Saved data entries:

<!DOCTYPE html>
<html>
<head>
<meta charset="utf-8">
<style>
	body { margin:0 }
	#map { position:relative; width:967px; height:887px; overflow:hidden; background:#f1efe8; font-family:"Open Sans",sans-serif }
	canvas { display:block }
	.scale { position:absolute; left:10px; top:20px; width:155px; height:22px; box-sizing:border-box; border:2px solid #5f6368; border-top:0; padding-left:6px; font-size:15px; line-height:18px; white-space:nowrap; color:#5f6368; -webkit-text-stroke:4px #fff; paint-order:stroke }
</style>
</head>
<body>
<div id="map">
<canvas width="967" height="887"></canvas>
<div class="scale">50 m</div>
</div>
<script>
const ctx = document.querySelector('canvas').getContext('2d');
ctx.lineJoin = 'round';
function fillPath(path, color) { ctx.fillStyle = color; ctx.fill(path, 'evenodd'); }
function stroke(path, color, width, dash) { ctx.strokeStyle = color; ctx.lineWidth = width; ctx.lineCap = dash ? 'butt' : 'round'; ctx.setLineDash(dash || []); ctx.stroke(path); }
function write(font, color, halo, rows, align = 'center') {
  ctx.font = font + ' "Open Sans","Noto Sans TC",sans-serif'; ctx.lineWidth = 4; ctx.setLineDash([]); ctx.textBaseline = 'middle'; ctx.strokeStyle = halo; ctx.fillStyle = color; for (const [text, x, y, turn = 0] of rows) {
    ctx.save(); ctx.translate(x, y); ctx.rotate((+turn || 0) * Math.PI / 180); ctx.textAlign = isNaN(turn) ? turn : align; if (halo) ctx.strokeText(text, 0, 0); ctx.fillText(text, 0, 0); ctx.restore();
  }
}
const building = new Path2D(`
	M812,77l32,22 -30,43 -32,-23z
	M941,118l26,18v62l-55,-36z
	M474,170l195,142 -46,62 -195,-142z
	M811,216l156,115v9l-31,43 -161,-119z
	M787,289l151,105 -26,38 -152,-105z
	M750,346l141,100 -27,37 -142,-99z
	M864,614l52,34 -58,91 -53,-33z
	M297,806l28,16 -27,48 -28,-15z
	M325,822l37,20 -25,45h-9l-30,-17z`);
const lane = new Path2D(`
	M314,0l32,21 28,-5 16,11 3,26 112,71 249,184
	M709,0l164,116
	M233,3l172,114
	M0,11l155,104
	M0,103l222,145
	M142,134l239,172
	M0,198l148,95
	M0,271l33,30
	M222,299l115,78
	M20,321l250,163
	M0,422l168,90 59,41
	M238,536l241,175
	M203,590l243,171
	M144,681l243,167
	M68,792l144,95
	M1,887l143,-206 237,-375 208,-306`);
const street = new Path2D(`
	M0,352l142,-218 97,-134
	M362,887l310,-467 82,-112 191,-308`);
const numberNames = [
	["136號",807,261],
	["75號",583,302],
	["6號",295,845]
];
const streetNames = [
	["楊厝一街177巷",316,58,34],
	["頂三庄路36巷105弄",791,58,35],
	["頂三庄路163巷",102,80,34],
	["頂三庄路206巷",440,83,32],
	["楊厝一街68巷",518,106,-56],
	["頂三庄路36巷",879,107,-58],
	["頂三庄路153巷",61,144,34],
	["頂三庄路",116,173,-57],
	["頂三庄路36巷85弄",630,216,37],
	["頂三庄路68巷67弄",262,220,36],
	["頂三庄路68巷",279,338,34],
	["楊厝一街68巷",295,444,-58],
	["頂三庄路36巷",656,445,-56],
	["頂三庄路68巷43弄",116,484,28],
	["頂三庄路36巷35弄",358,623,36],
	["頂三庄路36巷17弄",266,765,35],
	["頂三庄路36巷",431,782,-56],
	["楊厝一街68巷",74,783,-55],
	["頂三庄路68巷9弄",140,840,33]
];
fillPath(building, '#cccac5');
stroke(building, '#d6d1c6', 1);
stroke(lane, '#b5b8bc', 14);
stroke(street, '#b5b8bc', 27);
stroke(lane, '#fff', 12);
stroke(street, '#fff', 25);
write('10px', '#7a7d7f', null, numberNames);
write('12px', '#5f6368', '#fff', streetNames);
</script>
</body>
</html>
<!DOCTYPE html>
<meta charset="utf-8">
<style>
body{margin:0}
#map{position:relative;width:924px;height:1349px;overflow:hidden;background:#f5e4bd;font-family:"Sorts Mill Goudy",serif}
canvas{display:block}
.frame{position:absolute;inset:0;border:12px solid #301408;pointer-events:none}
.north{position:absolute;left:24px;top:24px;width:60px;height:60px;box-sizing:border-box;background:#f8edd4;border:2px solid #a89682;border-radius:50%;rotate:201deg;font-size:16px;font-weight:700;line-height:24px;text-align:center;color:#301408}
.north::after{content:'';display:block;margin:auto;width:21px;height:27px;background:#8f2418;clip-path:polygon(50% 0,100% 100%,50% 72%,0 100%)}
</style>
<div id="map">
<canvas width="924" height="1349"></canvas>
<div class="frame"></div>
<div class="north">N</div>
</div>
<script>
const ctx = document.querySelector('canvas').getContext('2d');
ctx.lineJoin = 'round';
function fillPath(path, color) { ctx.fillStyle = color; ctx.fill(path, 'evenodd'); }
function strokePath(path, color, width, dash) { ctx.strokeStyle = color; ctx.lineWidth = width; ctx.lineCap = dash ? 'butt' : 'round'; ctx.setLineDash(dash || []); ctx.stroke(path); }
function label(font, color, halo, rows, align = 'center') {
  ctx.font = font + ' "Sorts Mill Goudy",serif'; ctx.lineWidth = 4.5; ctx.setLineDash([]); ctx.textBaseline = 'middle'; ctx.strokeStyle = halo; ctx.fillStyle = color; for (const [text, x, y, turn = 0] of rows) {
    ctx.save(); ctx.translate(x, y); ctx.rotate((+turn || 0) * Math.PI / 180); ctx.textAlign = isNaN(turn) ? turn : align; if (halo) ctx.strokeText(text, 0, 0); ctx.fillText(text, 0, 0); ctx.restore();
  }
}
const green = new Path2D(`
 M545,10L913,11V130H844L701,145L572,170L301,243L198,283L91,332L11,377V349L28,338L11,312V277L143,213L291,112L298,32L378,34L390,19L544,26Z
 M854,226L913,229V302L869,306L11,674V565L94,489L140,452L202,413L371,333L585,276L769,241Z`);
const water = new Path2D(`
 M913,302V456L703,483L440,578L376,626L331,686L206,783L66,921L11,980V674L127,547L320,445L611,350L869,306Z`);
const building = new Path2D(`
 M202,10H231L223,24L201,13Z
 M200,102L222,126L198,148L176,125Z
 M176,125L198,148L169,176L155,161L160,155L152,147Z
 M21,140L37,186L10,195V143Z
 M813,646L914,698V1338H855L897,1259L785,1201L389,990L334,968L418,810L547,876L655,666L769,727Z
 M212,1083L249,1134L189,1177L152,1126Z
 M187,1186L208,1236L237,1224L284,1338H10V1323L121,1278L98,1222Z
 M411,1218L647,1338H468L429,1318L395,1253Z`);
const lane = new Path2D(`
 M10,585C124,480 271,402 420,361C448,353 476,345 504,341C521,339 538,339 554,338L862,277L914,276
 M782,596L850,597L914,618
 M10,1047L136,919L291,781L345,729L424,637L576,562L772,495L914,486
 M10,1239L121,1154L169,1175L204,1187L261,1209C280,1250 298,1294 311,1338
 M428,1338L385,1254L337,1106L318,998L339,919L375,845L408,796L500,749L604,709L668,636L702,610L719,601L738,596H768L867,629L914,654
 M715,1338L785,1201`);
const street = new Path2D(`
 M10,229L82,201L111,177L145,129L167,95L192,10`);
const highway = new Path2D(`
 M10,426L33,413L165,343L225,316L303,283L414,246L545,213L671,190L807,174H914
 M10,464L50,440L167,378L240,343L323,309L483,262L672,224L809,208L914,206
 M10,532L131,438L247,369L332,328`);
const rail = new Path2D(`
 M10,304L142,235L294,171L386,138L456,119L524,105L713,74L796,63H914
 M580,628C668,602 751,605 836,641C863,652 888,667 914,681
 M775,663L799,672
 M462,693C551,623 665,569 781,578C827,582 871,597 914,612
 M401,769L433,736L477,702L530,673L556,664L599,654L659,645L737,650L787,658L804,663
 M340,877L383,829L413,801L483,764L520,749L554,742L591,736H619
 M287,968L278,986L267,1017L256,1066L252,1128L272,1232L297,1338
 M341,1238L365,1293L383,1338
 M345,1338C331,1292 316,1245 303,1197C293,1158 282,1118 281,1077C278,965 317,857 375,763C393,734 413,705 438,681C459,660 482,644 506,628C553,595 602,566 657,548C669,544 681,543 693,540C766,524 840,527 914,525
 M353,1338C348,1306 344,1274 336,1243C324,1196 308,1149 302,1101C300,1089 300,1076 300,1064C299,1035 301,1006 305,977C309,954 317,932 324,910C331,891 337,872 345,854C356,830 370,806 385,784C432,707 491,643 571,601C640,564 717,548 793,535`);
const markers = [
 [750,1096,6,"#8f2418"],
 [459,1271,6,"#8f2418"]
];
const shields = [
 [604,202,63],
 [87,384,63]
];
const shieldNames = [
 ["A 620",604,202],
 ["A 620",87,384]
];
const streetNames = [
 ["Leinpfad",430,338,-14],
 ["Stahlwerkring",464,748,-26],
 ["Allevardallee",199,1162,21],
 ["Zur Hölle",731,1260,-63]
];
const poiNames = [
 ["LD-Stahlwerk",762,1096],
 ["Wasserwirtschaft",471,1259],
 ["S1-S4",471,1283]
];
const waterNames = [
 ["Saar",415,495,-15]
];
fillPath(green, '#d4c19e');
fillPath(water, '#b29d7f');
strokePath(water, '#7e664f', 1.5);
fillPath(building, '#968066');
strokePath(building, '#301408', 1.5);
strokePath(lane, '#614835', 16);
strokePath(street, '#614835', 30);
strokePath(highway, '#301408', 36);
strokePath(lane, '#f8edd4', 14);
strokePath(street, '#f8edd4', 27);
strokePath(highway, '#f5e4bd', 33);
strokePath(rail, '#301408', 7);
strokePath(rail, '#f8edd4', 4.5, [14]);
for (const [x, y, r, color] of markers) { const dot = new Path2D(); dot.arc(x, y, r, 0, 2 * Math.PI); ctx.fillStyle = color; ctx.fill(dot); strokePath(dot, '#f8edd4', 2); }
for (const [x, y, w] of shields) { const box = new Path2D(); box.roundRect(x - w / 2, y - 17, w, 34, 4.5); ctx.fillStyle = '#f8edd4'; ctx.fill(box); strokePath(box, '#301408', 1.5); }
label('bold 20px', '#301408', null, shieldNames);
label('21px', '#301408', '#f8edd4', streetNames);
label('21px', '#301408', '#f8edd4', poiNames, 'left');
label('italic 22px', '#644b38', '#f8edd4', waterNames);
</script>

#### [THE PROBLEM]
Output exactly the leading lines of the data, up to and including the line marked by "M233,3l172,114".

#### [WRITTEN ANSWER]
<!DOCTYPE html>
<html>
<head>
<meta charset="utf-8">
<style>
	body { margin:0 }
	#map { position:relative; width:967px; height:887px; overflow:hidden; background:#f1efe8; font-family:"Open Sans",sans-serif }
	canvas { display:block }
	.scale { position:absolute; left:10px; top:20px; width:155px; height:22px; box-sizing:border-box; border:2px solid #5f6368; border-top:0; padding-left:6px; font-size:15px; line-height:18px; white-space:nowrap; color:#5f6368; -webkit-text-stroke:4px #fff; paint-order:stroke }
</style>
</head>
<body>
<div id="map">
<canvas width="967" height="887"></canvas>
<div class="scale">50 m</div>
</div>
<script>
const ctx = document.querySelector('canvas').getContext('2d');
ctx.lineJoin = 'round';
function fillPath(path, color) { ctx.fillStyle = color; ctx.fill(path, 'evenodd'); }
function stroke(path, color, width, dash) { ctx.strokeStyle = color; ctx.lineWidth = width; ctx.lineCap = dash ? 'butt' : 'round'; ctx.setLineDash(dash || []); ctx.stroke(path); }
function write(font, color, halo, rows, align = 'center') {
  ctx.font = font + ' "Open Sans","Noto Sans TC",sans-serif'; ctx.lineWidth = 4; ctx.setLineDash([]); ctx.textBaseline = 'middle'; ctx.strokeStyle = halo; ctx.fillStyle = color; for (const [text, x, y, turn = 0] of rows) {
    ctx.save(); ctx.translate(x, y); ctx.rotate((+turn || 0) * Math.PI / 180); ctx.textAlign = isNaN(turn) ? turn : align; if (halo) ctx.strokeText(text, 0, 0); ctx.fillText(text, 0, 0); ctx.restore();
  }
}
const building = new Path2D(`
	M812,77l32,22 -30,43 -32,-23z
	M941,118l26,18v62l-55,-36z
	M474,170l195,142 -46,62 -195,-142z
	M811,216l156,115v9l-31,43 -161,-119z
	M787,289l151,105 -26,38 -152,-105z
	M750,346l141,100 -27,37 -142,-99z
	M864,614l52,34 -58,91 -53,-33z
	M297,806l28,16 -27,48 -28,-15z
	M325,822l37,20 -25,45h-9l-30,-17z`);
const lane = new Path2D(`
	M314,0l32,21 28,-5 16,11 3,26 112,71 249,184
	M709,0l164,116
	M233,3l172,114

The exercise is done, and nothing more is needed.